Cult of misinformation
Camp Fire lasers and other beliefs rooted in disaster, vulnerability
As the Camp Fire blazed last November, a startling conspiracy theory spread with the flames that added a sci-fi element to the real-life terror and chaos then reigning on the Ridge—that the blaze was intentionally started by blue laser beams fired from helicopters, specifically targeting homes and vehicles.
The masterminds behind this terrible act, depending on which YouTube video you watch or whom you talk to, could be anything from the Rothschilds to Big Cannabis corporations to Satan himself. But by far, the suspect most often named is the United States government.
Fueled by doctored or improperly identified photos and pseudo-scientific “experts” sharing their “evidence,” the laser theory is still being propagated via far-right bloggers, conservative fringe talk radio and, most effectively, YouTube.
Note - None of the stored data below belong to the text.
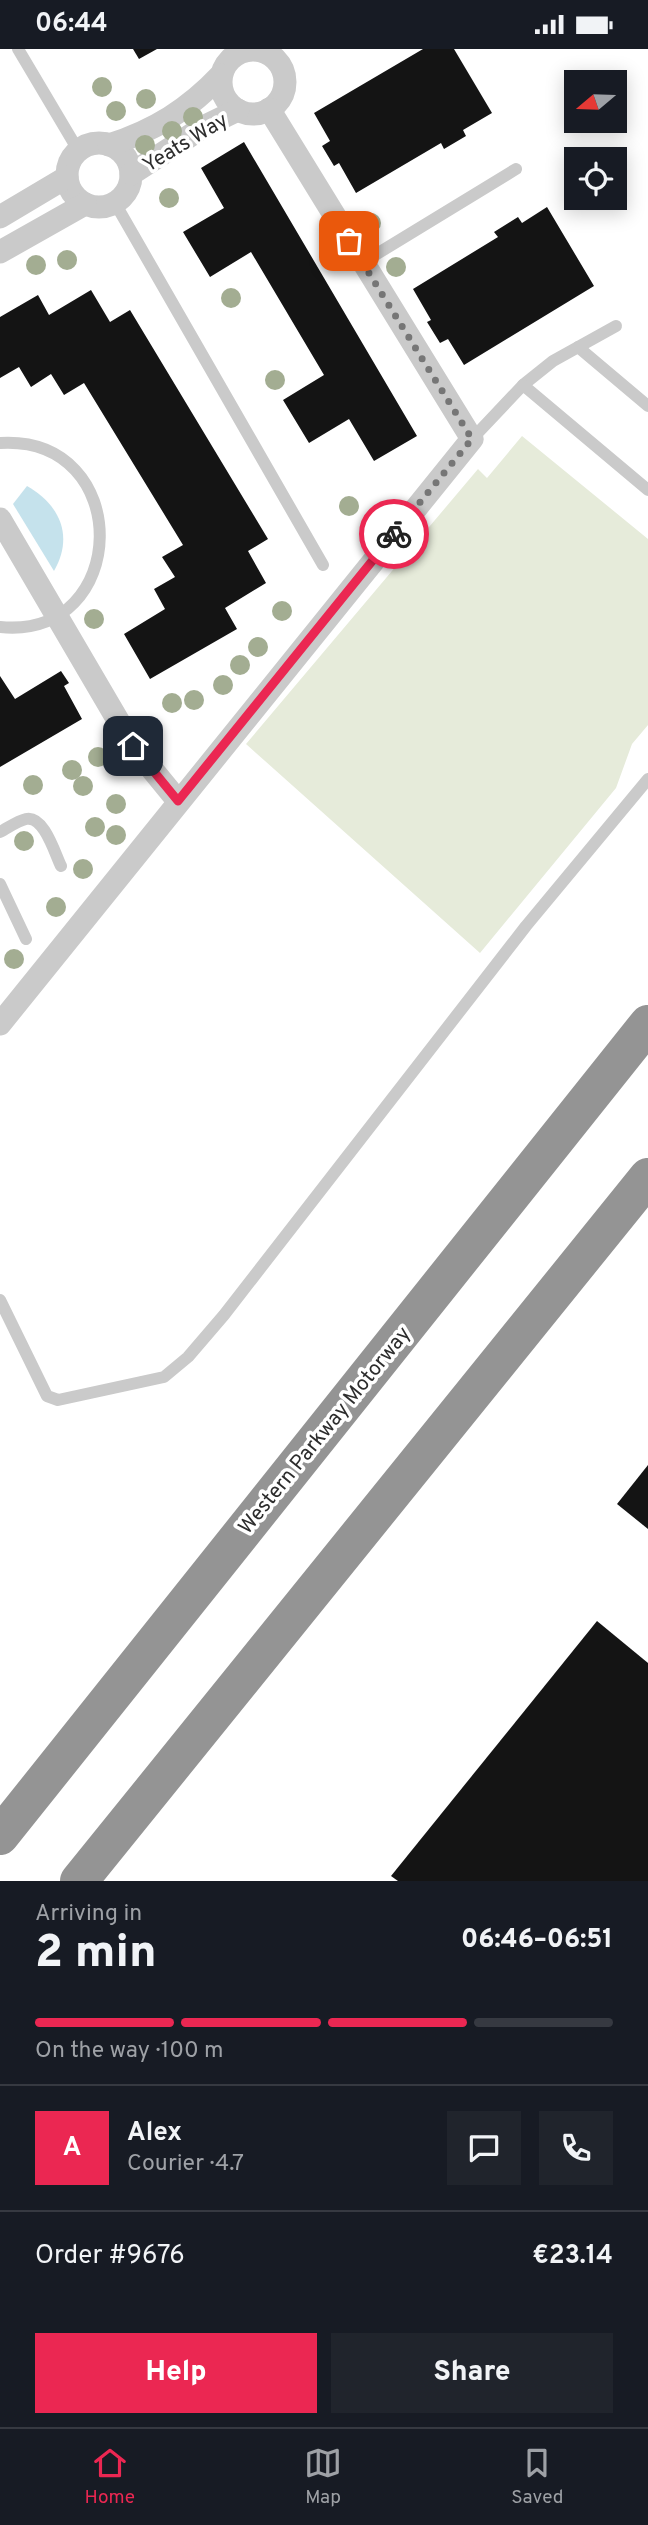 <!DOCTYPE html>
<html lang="en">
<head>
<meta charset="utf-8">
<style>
	:root { --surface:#171b24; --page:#20242c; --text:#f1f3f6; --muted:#9ea1a6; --line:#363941; --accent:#eb2752 }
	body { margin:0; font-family:Overpass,sans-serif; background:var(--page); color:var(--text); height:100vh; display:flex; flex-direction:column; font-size:26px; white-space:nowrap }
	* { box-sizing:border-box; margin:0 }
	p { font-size:23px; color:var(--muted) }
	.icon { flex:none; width:38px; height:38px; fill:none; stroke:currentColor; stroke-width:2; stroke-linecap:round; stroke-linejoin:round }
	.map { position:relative; height:1832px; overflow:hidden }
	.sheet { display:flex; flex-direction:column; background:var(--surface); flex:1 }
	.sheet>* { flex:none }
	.needle { width:46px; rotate:251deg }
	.tools { position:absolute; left:564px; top:21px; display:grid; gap:14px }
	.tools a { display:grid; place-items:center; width:63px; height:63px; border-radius:0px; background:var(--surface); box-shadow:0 4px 18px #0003; font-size:35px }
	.pin { position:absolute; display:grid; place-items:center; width:60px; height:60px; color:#fff; margin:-30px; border-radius:14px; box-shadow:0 4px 10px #0006 }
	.courier { position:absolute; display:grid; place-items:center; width:70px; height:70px; margin:-35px; border:5px solid #eb2752; border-radius:50%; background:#fff; color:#222; box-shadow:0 2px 9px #0007 }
	.summary em { font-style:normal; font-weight:800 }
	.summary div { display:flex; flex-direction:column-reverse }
	.summary { display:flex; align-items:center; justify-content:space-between; height:119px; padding:0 35px }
	h1 { font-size:46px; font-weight:800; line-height:52px }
	.bar { display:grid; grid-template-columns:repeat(4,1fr); gap:10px 7px; align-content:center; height:84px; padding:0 35px }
	.bar i { height:9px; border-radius:5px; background:var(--line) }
	.bar .selected { background:var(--accent) }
	.bar p { grid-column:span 4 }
	.line { display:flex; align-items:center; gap:18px; padding:0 35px; border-top:2px solid var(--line) }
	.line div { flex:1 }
	.round { display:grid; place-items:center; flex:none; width:74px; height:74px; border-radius:0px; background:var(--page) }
	.button { display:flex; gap:14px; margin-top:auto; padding:14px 35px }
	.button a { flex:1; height:80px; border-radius:0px; background:var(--accent); color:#fff; font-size:28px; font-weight:800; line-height:80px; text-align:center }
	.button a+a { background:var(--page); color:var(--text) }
	.status { display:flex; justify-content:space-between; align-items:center; height:49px; padding:0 35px; background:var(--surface); direction:ltr }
	.status svg { height:19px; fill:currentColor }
	.dock { display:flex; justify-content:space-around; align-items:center; height:98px; border-top:2px solid var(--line); background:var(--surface); font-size:19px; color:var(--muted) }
	.dock a { display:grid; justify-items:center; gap:4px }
	.dock .selected { color:var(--accent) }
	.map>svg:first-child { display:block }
</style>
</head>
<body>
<div class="status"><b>06:44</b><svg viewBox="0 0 49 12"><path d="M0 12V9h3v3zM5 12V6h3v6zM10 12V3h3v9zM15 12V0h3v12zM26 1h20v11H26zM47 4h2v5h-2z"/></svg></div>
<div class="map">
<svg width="648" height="1832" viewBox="0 0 648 1832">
	<rect width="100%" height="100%" fill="#fff"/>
	<path fill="#e6ebda" d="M522,387L648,490V676L632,695L616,739L480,904L246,695L478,420L487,429Z"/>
	<path fill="#c5e2ec" d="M27,437C60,456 74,487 54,522L13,455Z"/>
	<g fill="#141414">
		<path d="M133,0H157L139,10Z"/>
		<path d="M423,0H454L492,64L463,81L466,87L444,100L441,94L356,144L339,114L334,117L322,97L330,92L314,64Z"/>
		<path d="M244,93L417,387L374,412L349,370L309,394L283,351L324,326L251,203L210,228L183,183L224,159L201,119Z"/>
		<path d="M547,158L594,237L464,316L448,290L440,294L427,273L431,271L413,240L498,188L494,183L518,168L522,174Z"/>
		<path d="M91,241L110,273L130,261L268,490L248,502L266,534L225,559L237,580L150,630L124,585L165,560L154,540L175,528L162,508L183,496L84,334L64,346L51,325L31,338L19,318L0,329V268L38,246L49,266Z"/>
		<path d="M61,622L69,634L64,637L82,670L0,718V627L15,650Z"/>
		<path d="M648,1416V1480L617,1455Z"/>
		<path d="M597,1572L648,1614V1832H398L391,1827Z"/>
	</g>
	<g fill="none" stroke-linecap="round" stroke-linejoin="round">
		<g stroke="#cacaca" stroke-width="12">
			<path d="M18,0L78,101"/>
			<path d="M115,154L323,516"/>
			<path d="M362,214L516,120"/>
			<path d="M578,298L648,357"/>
			<path d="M523,336L553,312L616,277"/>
			<path d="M472,390L523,336L648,441"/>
			<path d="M0,394C135,386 131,591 0,578"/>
			<path d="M0,783C8,779 17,772 26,770C44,766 55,805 61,817"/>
			<path d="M0,835L26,890"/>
			<path d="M0,1251L47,1347L58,1351L164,1328L188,1308L224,1266L526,877L648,730"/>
		</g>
		<g stroke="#cacaca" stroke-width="23">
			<circle cx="253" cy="33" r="32"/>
			<circle cx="99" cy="126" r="32"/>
			<path d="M109,96C154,82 189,60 221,26"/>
			<path d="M131,125L205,77L238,61"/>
			<path d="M0,168L67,128"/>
			<path d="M0,203L85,155"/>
			<path d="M0,470L133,697L178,752"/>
			<path d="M0,975L472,390L269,60"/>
		</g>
		<g stroke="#949494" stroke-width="38">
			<path d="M0,1787L648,975"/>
			<path d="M79,1832L648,1128"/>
		</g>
	</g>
	<g fill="#a3ad92">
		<circle cx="102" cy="38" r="10"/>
		<circle cx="146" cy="50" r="10"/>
		<circle cx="116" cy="62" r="10"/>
		<circle cx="193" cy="68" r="10"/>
		<circle cx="172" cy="82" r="10"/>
		<circle cx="145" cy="96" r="10"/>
		<circle cx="169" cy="149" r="10"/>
		<circle cx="371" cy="174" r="10"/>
		<circle cx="67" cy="211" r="10"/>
		<circle cx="36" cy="216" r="10"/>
		<circle cx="396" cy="218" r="10"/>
		<circle cx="231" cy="249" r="10"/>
		<circle cx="275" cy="331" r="10"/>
		<circle cx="349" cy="457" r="10"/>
		<circle cx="282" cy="562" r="10"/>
		<circle cx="94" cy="570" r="10"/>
		<circle cx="258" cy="598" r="10"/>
		<circle cx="240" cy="616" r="10"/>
		<circle cx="223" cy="636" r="10"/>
		<circle cx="194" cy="651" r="10"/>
		<circle cx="172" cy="654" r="10"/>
		<circle cx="98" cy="708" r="10"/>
		<circle cx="72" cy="721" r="10"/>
		<circle cx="33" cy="736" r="10"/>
		<circle cx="83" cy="737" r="10"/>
		<circle cx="116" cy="755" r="10"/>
		<circle cx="95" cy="778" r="10"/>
		<circle cx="116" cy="786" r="10"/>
		<circle cx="24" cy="792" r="10"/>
		<circle cx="83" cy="820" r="10"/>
		<circle cx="56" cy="858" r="10"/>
		<circle cx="14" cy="910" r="10"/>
	</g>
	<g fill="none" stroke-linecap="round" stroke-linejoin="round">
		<path stroke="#767676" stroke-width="7" stroke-dasharray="0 12.6" d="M349,192L472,390L394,485"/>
		<path stroke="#eb2752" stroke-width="9" d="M133,697L178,752L394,485"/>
	</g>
	<g text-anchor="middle" stroke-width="7" stroke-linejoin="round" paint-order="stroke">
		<g font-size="21" fill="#2d2d2d" stroke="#fff">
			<text transform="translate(185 93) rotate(-31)" y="7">Yeats Way</text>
			<text transform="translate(324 1381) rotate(-51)" y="7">Western Parkway Motorway</text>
		</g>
	</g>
</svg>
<div class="tools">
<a><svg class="needle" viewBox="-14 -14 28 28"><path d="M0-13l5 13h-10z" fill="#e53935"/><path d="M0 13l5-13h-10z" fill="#9ea1a6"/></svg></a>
<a><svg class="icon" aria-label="locate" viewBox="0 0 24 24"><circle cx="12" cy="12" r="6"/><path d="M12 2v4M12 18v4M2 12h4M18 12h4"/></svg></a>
</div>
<div class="pin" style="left:349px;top:192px;background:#ea580c"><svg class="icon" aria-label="bag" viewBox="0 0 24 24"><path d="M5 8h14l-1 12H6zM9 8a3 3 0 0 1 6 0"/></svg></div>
<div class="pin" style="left:133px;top:697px;background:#1f2937"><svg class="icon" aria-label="home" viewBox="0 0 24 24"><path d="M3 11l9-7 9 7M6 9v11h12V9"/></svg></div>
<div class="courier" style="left:394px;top:485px"><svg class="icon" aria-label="bike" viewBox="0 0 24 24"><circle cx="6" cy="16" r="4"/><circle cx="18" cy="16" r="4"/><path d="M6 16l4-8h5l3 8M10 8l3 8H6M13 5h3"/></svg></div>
</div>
<section class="sheet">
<div class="summary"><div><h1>2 min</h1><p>Arriving in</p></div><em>06:46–06:51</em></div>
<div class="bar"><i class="selected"></i><i class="selected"></i><i class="selected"></i><i></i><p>On the way · 100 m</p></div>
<div class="line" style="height:126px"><b class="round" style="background:var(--accent);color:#fff">A</b><div><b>Alex</b><p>Courier · 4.7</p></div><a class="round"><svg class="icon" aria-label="chat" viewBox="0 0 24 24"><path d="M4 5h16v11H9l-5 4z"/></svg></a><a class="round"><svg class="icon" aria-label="phone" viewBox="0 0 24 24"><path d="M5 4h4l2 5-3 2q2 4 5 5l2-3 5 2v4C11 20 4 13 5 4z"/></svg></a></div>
<div class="line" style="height:91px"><div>Order #9676</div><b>€23.14</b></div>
<div class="button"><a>Help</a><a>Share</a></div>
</section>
<nav class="dock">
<a class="selected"><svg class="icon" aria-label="home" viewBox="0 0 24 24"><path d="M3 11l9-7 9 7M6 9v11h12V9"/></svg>Home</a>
<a><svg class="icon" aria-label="map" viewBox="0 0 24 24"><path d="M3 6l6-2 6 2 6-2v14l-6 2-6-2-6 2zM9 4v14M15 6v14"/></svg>Map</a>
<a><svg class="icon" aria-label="saved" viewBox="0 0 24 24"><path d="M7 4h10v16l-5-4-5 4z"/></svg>Saved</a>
</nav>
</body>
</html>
In one video posted days after the fire started titled “Genocidal California Fire Operations”—which garnered tens of thousands of views before being taken down just last week—an unidentified female narrator shared aerial videos of Paradise after the town burned.
“That’s not a wildfire, that looks like it was hit with a laser beam,” she said, her voice dripping with knowing authority and rage. “Common sense should at least beg questions in people’s minds when they see what I’m showing you right now.”
However, cult expert and retired Chico State professor Janja Lalich believes it’s a breakdown in common sense that leads to fervent belief in something so implausible. “[Conspiracy theories] are extremely popular now, and it’s quite similar to the prevalence of cults in our country and around the world.
“As the world has gotten more complex, people are looking for solutions, and America has a culture that looks for the quick fix. People will latch onto something that provides them a framework for understanding the world, even if it defies logic, science and critical thought.”
The idea that California’s recent deadly and destructive wildfires were caused by malevolent forces wielding directed-energy weapons (DEW) weren’t sparked by the Camp Fire, but began to proliferate when the Tubbs Fire ravaged Santa Rosa in October 2017.
Tracing the theory back to its original source is like trying to find the longest noodle in a dumpster full of spaghetti. Online videos, some with hundreds of thousands of views, touch on DEW technology (some claim lasers also started the Notre Dame Cathedral fire) and offer interwoven theories about why and by whom these attacks were perpetrated. One theory circulating by word-of-mouth in Butte County—largely in pot-growing circles—is that large cannabis companies will benefit from the disaster by burning out small growers and acquiring cheap, fertile land for their operations. Another theory is that property owners are being dislocated to allow construction of the high-speed rail system.
The most widespread and popular theories revolve around something called Agenda 21.
In reality, Agenda 21 is a nonbinding United Nations action plan developed in 1992 to encourage the development of sustainable environmental practices from local to international levels, but the plan has been the subject of odd theories and conservative ire since its inception. The anti-Agenda 21 sentiment is particularly strong in rural Northern California, where some residents see efforts to limit mining, agriculture and logging—as well as create unpopulated wildlands and protect endangered species—as an attack on their way of life.
“The idea of Agenda 21 isn’t a conspiracy theory, it’s a real plan by the U.N. for what is now known to be world domination,” said Paul Preston, a Yuba City-based conservative talk radio host, whose Agenda 21 Radio show is broadcast on AM radio and online. “They’re using environmentalism and the notion of sustainability to destroy sovereign states and boundaries so you have one borderless world.”
Preston said he’s on the fence about laser attacks during the Camp Fire, though that hasn’t prevented him from sharing the theory on air. He said he received at least a dozen calls from Ridge residents during the fire saying they saw blue lasers. After spending 23 days on the scene of the Camp Fire, he concluded it’s “suspicious” and “very odd,” citing burn patterns and the flames’ extreme temperatures. (The latter detail is along the same lines as 9/11 Truthers’ claim that fire can’t melt steel beams.)
Preston said he invited researchers from “a very prestigious private university” to the burn site and that they found suspicious evidence. However, he declined to name the institution until they got back to him with “some official results.”
Lalich, who has written books about cults, elaborated on why people of all education levels buy into such outlandish ideas: “In a moment of vulnerability, even someone who’s intelligent and curious might see something that for some reason resonates with them. Then they go online and find a community of other people who believe this, too, which reinforces their beliefs,” she said.
“In sociology we call it confirmation bias,” she continued. “Even with proof or data that shows your thinking is wrong-headed, you’re going to just dig in deeper and hold more firm to your own belief.”
These beliefs can be hurtful to fire survivors, she said, and cause even more damage by contributing to a rise in extremism.
“It creates this us-versus-them mentality, where one group believes they have all the answers and only they know what’s really going on. That leads to extremist viewpoints and, potentially, extremist action. Most of these theories are formed around paranoia. Combined, that’s a perfect mix for violent action.”